Exercise details:
Collect every line in the records below that contains the word "position".

(Stored items)
○ ○ ○ ○

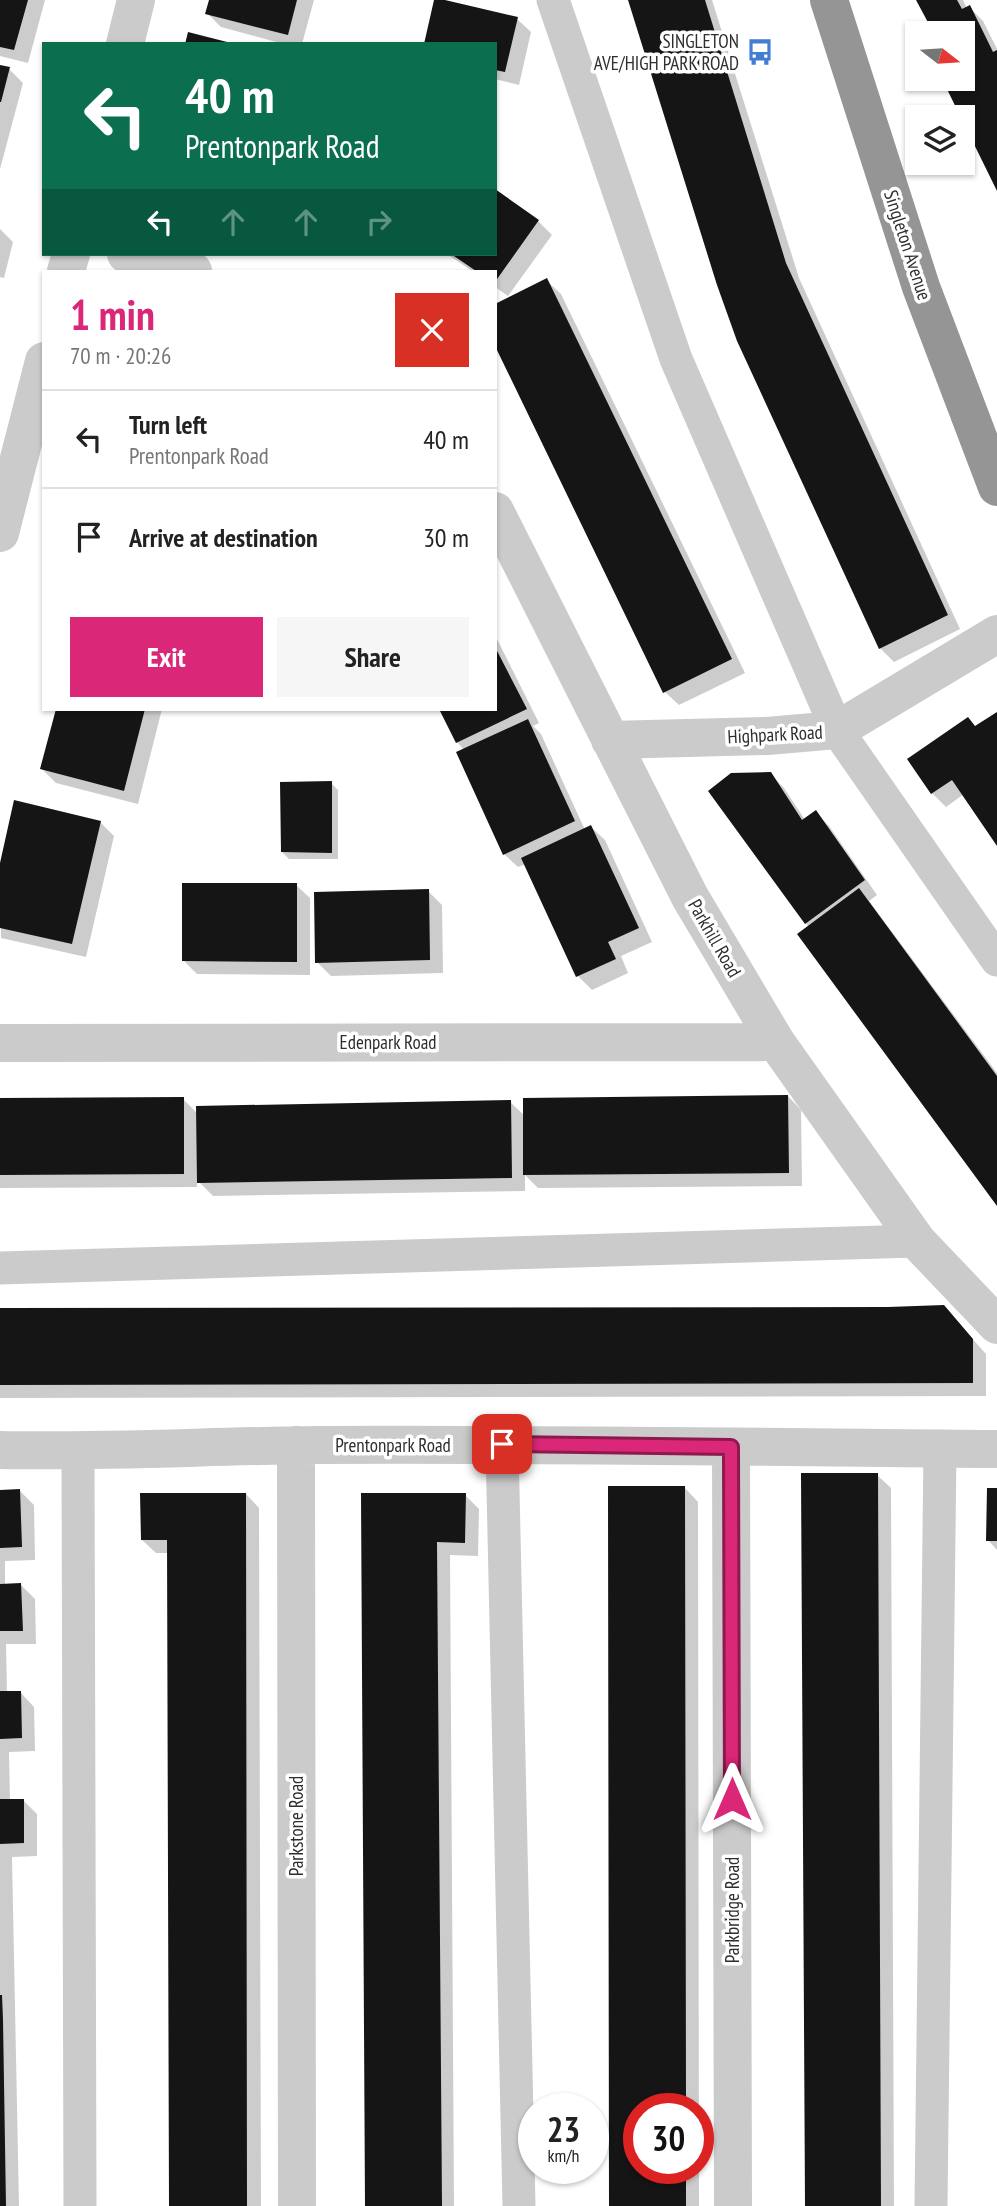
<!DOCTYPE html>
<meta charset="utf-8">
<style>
body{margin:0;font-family:"PT Sans Narrow",sans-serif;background:#f6f6f6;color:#222;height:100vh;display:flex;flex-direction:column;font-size:26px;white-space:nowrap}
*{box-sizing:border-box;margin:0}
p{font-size:23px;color:#767676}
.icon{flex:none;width:38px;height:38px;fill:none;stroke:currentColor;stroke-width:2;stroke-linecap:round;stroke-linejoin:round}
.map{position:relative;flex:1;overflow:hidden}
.drawer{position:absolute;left:42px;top:270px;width:455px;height:441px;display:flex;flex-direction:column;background:#fff;border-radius:0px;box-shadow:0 2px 5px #0004}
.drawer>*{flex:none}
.top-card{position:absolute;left:42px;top:42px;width:455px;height:214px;border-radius:0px;box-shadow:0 2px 5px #0004;background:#0b6e4f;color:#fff;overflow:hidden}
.needle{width:46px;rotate:107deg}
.controls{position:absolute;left:905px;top:21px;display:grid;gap:14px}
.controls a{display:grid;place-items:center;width:70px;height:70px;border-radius:0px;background:#fff;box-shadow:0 2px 5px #0004;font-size:35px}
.speed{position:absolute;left:518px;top:2093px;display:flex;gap:14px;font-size:35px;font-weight:700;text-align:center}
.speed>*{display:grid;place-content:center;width:91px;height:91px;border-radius:50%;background:#fff;box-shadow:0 2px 5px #0004;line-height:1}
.speed small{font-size:18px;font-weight:400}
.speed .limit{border:10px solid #d22;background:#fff;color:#111}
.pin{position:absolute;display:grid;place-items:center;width:60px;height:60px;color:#fff;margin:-30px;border-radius:14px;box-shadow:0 4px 10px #0006}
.me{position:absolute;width:77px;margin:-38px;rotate:0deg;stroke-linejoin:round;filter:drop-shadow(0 0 5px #0008)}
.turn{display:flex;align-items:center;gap:24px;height:147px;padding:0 28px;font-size:32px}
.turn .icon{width:91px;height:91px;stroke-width:2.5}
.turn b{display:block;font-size:49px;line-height:60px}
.lanes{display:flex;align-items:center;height:66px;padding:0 28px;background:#0003;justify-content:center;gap:35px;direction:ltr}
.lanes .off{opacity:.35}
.round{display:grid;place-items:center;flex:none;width:74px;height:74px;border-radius:0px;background:#f6f6f6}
.head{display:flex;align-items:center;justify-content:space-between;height:119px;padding:0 28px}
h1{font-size:42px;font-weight:700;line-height:52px;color:#db2777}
.action{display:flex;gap:14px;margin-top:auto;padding:14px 28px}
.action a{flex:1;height:80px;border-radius:0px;background:#db2777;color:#fff;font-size:28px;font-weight:700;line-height:80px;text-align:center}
.action a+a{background:#f6f6f6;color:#222}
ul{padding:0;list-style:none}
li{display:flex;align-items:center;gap:21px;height:98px;padding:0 28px;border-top:2px solid #e0e0e0}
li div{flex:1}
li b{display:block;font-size:26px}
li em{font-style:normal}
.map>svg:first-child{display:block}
.shadow{fill:#0003;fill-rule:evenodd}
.building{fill:#151515}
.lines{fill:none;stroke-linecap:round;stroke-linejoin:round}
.lane{stroke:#cbcbcb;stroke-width:33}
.street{stroke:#cbcbcb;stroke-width:38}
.highway{stroke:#959595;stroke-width:38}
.route-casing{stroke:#8e194d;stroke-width:18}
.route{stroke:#db2777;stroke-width:12}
.labels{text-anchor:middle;stroke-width:7;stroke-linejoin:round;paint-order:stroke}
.poi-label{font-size:19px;fill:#2e2e2e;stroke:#fff;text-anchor:end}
.street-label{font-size:19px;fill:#2e2e2e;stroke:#fff}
</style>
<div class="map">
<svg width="997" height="2206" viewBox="0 0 997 2206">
<rect width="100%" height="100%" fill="#fff"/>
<path class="shadow" d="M 0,0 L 45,0 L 28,63 L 0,56 Z
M 210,0 L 314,0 L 302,44 L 284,44 L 221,27 L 207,13 Z
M 436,0 L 517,19 L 531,32 L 519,85 L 495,79 L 495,44 Z
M 630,0 L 712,0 L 799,278 L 960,629 L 894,662 L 880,648 Z
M 918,0 L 963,0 L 967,9 L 969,7 L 983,21 L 997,49 L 997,187 L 944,79 L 962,79 L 962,33 L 925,33 L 933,29 Z
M 0,67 L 9,69 L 23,83 L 0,169 Z
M 495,191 L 538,221 L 552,235 L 508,296 L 495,287 L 495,271 L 472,271 L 447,254 L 495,254 Z
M 0,229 L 13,242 L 4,278 L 0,277 Z
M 547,281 L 561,294 L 745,673 L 679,705 L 665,692 Z
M 495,635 L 539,723 L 533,726 L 541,734 L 585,830 L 591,827 L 605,840 L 652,942 L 621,956 L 628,973 L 592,990 L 578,976 L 526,864 L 518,867 L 504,854 L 464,750 L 457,742 L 440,709 L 495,709 Z
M 58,709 L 162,709 L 138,804 L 56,783 L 42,769 Z
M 997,714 L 997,842 L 964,794 L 946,807 L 932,793 L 976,728 Z
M 770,774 L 784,788 L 805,820 L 816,813 L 829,826 L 877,895 L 869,901 L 997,1073 L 997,1203 L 806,923 Z
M 331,783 L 338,790 L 338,859 L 289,859 L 282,852 Z
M 100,822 L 114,836 L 86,957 L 1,938 L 0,868 Z
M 296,885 L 310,898 L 310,975 L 197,974 L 184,961 Z
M 428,891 L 442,905 L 443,973 L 331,976 L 317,962 Z
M 788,1096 L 801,1110 L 802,1186 L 538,1188 L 525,1175 L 525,1191 L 213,1196 L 197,1180 L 197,1187 L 0,1188 L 0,1100 L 183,1099 L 198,1114 L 510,1102 L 525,1116 Z
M 943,1306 L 986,1354 L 986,1396 L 0,1398 L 0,1310 L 888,1309 Z
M 877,1475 L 891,1488 L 894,2206 L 806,2206 Z
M 685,1488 L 698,1502 L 699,2206 L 611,2206 ZM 639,2109 L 698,2109 L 698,2168 L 639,2168 Z
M 997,1490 L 997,1550 L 988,1540 Z
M 20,1491 L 34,1505 L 35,1560 L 5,1561 L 5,1585 L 21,1585 L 35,1599 L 36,1644 L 6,1644 L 7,1693 L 21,1693 L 34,1707 L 35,1751 L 9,1752 L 10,1801 L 23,1800 L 37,1814 L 37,1856 L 12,1857 L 19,2206 L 0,2206 L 0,1492 Z
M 246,1494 L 259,1508 L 261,2206 L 171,2206 L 169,1553 L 156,1553 L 142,1540 Z
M 363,1495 L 465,1495 L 479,1509 L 478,1556 L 450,1555 L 454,2206 L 367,2206 Z"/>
<path class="building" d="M 0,0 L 28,0 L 14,50 L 0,47 Z
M 209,0 L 297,0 L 288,35 L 205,14 Z
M 434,0 L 445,0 L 518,17 L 505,72 L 495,70 L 495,44 L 424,44 Z
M 628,0 L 705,0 L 786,263 L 948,615 L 879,649 L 737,341 L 717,285 Z
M 916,0 L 957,0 L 962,9 L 970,5 L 993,52 L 997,50 L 997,191 L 942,79 L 962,79 L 962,33 L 921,33 L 931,28 Z
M 188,32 L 231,43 L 230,44 L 185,44 Z
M 0,65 L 10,67 L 1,102 L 0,102 Z
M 495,189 L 539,220 L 495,282 L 495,271 L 476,271 L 451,254 L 495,254 Z
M 547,278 L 732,659 L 663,693 L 495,346 L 495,304 Z
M 495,647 L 527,709 L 456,743 L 439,709 L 495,709 Z
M 56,709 L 145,709 L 124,791 L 40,769 Z
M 997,712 L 997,846 L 952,780 L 931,794 L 907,759 L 968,717 L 975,726 Z
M 528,719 L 575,821 L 503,855 L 456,752 Z
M 771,772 L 802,820 L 816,810 L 865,880 L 805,924 L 708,791 L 731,773 Z
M 332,781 L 332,853 L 281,852 L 280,782 Z
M 14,800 L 101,821 L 72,944 L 0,928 L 0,863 Z
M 591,825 L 639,928 L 608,942 L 616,959 L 576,977 L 521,858 Z
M 182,883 L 297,883 L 297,962 L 182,961 Z
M 859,888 L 997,1076 L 997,1206 L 797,934 Z
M 429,889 L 430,960 L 315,963 L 314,892 Z
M 788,1095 L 789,1173 L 523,1175 L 523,1098 Z
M 184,1097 L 184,1174 L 0,1175 L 0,1098 Z
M 511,1100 L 512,1178 L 197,1183 L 196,1106 Z
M 944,1305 L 973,1339 L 973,1383 L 0,1385 L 0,1308 L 888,1307 Z
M 801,1473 L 878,1473 L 881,2206 L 805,2206 Z
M 608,1486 L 685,1486 L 686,2109 L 639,2109 L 639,2168 L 686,2168 L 686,2206 L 609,2206 Z
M 987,1488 L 997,1488 L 997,1541 L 986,1541 Z
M 20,1489 L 22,1547 L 0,1548 L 0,1490 Z
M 140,1493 L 246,1493 L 247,2206 L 169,2206 L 167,1540 L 141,1540 Z
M 361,1493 L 466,1493 L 465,1543 L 437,1542 L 442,2206 L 365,2206 Z
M 21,1583 L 23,1631 L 0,1631 L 0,1584 Z
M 0,1691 L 21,1691 L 22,1738 L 0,1739 Z
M 0,1799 L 24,1799 L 24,1843 L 0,1844 Z
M 0,1995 L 2,1995 L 3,2020 L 6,2206 L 0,2206 Z"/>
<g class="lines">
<path class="lane" d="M 553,0 L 676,359 L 837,730 L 997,960
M 0,1268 L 917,1241
M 502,1445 L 519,2206
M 78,1452 L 80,2206
M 931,2206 L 940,1449"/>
<path class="street" d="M 125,44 L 136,0
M 126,254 L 193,271
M 66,271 L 71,254
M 495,511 L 690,897 L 776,1042 L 917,1241 L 997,1325
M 0,533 L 44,361
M 610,740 L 767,736 L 837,730 L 997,634
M 0,1043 L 776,1042
M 296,1445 L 297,2206
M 731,1447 L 733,2206
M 0,1450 C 106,1452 212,1446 318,1445 C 544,1444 771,1447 997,1449"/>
<path class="highway" d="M 829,0 L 921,287 L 997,487"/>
</g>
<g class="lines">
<defs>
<path id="route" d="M 502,1444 L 731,1447 L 732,1799"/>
</defs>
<use href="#route" class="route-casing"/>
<use href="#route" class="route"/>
</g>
<defs>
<symbol id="bus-bare" viewBox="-9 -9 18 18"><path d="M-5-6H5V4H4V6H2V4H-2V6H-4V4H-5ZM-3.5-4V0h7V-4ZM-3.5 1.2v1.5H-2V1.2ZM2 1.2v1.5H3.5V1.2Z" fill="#427cd3" stroke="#fff" stroke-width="2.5" paint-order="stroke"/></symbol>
</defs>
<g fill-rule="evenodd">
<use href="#bus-bare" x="741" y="33" width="38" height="38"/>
</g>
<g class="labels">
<g class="poi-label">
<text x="739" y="48">SINGLETON<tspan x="739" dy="22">AVE/HIGH PARK ROAD</tspan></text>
</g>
<g class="street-label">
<text transform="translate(908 245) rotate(72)" y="7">Singleton Avenue</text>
<text transform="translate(775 734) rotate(-3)" y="7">Highpark Road</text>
<text transform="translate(715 938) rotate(60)" y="7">Parkhill Road</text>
<text x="388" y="1049">Edenpark Road</text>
<text x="393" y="1452">Prentonpark Road</text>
<text transform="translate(296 1826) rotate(-90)" y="7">Parkstone Road</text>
<text transform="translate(732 1910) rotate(-90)" y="7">Parkbridge Road</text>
</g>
</g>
</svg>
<div class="controls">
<a><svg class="needle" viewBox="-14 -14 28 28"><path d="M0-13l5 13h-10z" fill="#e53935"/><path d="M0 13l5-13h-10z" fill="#767676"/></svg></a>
<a><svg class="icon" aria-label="layers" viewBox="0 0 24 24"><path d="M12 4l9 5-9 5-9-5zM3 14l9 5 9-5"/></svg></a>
</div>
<div class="speed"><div>23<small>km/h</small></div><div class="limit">30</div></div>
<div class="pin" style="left:502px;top:1444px;background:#d93025"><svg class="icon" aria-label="arrive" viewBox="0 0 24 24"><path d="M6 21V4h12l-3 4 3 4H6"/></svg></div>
<svg class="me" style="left:732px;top:1799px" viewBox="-20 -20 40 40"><path d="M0-17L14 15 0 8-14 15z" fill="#db2777" stroke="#fff" stroke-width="4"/></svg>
<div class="top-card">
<div class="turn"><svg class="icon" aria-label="left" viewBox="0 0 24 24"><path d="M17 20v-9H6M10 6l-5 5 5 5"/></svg><div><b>40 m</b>Prentonpark Road</div></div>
<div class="lanes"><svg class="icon" aria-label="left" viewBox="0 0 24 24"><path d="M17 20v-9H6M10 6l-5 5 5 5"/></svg><svg class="icon off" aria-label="ahead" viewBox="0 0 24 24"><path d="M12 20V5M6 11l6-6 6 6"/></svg><svg class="icon off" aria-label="ahead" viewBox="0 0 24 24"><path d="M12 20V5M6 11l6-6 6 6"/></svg><svg class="icon off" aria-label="right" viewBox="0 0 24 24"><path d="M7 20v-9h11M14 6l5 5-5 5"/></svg></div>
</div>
<section class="drawer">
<div class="head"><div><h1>1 min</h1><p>70 m · 20:26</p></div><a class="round" style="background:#d93025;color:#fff"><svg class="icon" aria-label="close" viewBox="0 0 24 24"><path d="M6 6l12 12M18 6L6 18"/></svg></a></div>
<ul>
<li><svg class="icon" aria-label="left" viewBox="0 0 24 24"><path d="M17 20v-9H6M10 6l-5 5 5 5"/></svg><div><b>Turn left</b><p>Prentonpark Road</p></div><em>40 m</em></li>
<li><svg class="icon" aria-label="arrive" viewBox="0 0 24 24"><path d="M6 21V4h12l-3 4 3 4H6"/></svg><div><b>Arrive at destination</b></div><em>30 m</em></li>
</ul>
<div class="action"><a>Exit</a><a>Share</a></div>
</section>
</div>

○ ○ ○ ○

Output of the exercise:
.map{position:relative;flex:1;overflow:hidden}
.drawer{position:absolute;left:42px;top:270px;width:455px;height:441px;display:flex;flex-direction:column;background:#fff;border-radius:0px;box-shadow:0 2px 5px #0004}
.top-card{position:absolute;left:42px;top:42px;width:455px;height:214px;border-radius:0px;box-shadow:0 2px 5px #0004;background:#0b6e4f;color:#fff;overflow:hidden}
.controls{position:absolute;left:905px;top:21px;display:grid;gap:14px}
.speed{position:absolute;left:518px;top:2093px;display:flex;gap:14px;font-size:35px;font-weight:700;text-align:center}
.pin{position:absolute;display:grid;place-items:center;width:60px;height:60px;color:#fff;margin:-30px;border-radius:14px;box-shadow:0 4px 10px #0006}
.me{position:absolute;width:77px;margin:-38px;rotate:0deg;stroke-linejoin:round;filter:drop-shadow(0 0 5px #0008)}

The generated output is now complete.